--- Aim of the exercise ---
Exactly the lines from the start of the data below through the line containing "flex:none; width:33px; height:33px;" must be returned, and no others.

=== Begin Enclosure ===

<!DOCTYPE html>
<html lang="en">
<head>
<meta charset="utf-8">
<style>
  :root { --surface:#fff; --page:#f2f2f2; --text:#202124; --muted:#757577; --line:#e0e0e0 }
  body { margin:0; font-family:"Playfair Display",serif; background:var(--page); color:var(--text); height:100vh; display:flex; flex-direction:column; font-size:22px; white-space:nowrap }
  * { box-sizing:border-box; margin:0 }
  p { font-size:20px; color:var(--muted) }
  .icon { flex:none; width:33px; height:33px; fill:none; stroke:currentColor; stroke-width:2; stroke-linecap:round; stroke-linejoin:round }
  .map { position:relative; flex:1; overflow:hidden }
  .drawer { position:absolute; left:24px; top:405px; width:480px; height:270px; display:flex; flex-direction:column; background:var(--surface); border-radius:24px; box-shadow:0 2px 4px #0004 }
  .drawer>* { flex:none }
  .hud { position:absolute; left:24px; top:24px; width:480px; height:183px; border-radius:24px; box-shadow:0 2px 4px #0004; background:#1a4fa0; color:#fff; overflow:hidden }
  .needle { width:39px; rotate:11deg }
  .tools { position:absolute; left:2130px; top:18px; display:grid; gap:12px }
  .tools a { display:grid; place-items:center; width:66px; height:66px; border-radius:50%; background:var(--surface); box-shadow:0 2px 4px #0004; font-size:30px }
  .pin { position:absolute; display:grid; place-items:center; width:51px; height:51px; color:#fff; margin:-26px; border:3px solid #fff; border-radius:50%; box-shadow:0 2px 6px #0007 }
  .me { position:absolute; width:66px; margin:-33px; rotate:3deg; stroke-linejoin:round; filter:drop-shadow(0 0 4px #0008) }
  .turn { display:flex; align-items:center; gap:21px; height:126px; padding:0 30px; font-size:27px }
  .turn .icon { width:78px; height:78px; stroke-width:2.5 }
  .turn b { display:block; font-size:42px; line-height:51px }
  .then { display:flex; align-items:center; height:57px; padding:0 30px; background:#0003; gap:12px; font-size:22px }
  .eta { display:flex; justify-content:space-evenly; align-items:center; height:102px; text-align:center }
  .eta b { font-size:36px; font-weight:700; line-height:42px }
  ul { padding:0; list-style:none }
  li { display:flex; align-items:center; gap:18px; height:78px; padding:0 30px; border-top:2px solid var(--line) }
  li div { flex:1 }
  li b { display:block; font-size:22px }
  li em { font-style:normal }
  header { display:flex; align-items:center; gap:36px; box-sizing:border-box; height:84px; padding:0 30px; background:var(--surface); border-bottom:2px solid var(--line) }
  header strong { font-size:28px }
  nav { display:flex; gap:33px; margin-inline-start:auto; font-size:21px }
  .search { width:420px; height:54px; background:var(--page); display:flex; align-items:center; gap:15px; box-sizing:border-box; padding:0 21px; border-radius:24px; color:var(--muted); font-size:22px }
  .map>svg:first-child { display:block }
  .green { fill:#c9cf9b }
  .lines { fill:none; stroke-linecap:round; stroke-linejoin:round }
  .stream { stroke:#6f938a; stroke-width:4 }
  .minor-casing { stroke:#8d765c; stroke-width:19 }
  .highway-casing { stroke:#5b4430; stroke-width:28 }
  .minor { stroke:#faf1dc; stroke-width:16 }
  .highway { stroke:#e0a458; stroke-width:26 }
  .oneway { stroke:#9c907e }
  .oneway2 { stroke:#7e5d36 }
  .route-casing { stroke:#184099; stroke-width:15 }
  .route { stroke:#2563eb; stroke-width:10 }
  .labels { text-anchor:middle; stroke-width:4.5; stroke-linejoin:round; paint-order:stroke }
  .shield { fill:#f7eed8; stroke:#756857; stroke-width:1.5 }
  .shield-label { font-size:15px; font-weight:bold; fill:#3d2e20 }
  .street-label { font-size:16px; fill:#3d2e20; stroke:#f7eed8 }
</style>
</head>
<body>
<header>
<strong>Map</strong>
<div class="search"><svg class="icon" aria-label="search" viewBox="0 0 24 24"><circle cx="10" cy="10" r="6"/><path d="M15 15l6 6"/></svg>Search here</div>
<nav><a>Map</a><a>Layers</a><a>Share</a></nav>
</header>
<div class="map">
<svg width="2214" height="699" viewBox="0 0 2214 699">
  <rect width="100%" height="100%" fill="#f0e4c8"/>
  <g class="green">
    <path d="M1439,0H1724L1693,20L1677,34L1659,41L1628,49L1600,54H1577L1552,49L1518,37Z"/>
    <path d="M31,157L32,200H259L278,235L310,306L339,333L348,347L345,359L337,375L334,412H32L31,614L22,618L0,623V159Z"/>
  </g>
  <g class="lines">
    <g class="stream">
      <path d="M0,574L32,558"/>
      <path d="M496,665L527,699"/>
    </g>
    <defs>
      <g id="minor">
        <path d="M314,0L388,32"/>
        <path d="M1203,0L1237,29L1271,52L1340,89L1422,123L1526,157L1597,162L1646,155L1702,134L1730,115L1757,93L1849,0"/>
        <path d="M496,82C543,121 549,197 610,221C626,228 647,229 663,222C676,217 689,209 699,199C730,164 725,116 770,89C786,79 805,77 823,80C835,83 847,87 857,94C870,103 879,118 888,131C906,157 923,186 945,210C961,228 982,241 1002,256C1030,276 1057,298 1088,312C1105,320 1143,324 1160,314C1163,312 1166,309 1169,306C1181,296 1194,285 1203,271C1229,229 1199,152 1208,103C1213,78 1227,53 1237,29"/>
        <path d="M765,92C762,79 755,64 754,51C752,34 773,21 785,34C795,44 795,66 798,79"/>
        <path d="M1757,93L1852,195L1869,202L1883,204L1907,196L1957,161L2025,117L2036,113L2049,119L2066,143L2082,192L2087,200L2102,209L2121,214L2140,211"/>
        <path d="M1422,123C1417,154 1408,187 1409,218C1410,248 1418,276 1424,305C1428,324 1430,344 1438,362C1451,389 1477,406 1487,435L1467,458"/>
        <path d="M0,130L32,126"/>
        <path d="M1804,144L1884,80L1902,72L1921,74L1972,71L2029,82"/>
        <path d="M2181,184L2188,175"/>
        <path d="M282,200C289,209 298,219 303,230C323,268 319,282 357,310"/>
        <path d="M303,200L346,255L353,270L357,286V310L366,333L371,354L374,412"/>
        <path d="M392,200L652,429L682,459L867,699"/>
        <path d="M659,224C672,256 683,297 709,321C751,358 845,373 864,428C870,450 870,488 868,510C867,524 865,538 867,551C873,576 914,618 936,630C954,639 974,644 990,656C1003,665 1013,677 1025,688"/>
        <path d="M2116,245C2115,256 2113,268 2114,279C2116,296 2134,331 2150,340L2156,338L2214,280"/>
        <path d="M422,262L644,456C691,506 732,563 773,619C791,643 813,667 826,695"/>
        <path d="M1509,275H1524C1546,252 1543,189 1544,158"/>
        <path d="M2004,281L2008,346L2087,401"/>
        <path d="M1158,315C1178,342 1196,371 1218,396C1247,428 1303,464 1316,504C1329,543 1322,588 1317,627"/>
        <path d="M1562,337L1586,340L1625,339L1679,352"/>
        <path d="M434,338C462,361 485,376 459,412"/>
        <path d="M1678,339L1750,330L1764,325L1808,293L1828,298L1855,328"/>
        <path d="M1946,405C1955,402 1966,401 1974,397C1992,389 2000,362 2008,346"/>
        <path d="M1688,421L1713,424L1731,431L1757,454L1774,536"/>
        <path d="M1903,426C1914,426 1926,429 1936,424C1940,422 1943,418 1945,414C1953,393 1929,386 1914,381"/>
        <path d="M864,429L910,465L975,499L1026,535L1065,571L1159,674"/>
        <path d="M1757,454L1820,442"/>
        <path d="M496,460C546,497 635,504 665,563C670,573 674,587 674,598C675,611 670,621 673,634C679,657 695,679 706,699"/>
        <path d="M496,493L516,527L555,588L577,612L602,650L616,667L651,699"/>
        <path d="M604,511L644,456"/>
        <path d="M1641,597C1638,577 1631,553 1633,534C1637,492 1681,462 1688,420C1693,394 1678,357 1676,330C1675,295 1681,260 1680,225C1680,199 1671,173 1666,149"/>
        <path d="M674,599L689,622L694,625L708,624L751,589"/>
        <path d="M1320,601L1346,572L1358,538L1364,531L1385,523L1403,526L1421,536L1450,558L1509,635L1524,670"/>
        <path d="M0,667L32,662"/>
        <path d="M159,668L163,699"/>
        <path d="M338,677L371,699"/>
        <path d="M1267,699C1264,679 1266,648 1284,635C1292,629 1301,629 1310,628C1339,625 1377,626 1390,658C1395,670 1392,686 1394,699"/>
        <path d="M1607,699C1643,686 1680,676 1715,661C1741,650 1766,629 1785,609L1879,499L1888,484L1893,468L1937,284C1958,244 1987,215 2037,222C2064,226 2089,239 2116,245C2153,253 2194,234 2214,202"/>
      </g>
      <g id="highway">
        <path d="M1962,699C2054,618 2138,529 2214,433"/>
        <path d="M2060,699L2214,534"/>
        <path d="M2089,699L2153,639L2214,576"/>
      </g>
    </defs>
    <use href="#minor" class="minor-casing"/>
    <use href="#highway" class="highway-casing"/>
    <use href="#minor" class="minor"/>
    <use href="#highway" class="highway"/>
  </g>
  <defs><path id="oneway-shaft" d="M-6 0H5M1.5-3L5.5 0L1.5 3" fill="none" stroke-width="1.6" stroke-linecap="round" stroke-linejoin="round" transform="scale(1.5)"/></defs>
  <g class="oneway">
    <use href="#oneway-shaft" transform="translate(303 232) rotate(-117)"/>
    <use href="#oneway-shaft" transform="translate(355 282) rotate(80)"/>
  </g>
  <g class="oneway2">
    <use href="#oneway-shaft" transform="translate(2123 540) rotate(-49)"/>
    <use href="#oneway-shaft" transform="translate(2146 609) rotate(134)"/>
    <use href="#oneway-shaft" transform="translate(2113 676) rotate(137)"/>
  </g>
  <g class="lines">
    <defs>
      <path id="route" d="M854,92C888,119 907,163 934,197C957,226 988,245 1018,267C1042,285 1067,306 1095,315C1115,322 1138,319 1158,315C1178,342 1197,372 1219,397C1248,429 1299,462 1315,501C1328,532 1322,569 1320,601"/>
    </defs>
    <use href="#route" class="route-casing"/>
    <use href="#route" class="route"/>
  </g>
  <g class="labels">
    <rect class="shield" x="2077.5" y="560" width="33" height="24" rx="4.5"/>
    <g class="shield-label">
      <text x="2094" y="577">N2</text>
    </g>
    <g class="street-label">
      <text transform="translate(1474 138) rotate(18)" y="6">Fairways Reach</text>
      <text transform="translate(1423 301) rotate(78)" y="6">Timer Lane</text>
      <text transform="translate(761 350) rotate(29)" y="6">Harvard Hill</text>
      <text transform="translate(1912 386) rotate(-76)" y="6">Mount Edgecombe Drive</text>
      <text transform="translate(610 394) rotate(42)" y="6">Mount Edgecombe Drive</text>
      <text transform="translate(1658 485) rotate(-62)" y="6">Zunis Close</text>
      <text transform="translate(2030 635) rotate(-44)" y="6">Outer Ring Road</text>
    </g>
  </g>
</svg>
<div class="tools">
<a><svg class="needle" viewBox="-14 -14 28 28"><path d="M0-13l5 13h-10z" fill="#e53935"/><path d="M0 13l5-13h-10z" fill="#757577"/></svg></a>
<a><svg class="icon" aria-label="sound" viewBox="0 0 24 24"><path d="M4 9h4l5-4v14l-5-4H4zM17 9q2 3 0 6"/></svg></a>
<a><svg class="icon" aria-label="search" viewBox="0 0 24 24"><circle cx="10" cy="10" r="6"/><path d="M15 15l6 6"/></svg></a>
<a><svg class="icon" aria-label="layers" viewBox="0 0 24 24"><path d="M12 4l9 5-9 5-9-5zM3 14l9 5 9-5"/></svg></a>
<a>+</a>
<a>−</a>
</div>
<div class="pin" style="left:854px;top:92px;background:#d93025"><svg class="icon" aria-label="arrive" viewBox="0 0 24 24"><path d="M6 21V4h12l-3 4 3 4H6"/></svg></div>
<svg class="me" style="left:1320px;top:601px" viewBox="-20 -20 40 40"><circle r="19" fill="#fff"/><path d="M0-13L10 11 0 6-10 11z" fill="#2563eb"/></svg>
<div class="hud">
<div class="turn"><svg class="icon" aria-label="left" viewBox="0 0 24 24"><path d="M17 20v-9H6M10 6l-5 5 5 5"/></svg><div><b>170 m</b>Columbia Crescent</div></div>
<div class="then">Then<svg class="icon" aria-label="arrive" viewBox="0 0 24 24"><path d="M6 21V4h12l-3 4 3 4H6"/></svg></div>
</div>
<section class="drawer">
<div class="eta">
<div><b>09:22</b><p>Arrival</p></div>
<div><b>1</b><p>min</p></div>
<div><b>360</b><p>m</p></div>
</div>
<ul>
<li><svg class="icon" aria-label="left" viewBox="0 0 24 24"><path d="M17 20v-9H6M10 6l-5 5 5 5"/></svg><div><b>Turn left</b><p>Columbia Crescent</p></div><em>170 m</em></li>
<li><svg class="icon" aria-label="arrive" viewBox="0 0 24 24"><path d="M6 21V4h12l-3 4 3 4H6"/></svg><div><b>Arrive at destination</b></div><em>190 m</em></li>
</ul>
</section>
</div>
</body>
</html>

=== End Enclosure ===

--- Exercise answer ---
<!DOCTYPE html>
<html lang="en">
<head>
<meta charset="utf-8">
<style>
  :root { --surface:#fff; --page:#f2f2f2; --text:#202124; --muted:#757577; --line:#e0e0e0 }
  body { margin:0; font-family:"Playfair Display",serif; background:var(--page); color:var(--text); height:100vh; display:flex; flex-direction:column; font-size:22px; white-space:nowrap }
  * { box-sizing:border-box; margin:0 }
  p { font-size:20px; color:var(--muted) }
  .icon { flex:none; width:33px; height:33px; fill:none; stroke:currentColor; stroke-width:2; stroke-linecap:round; stroke-linejoin:round }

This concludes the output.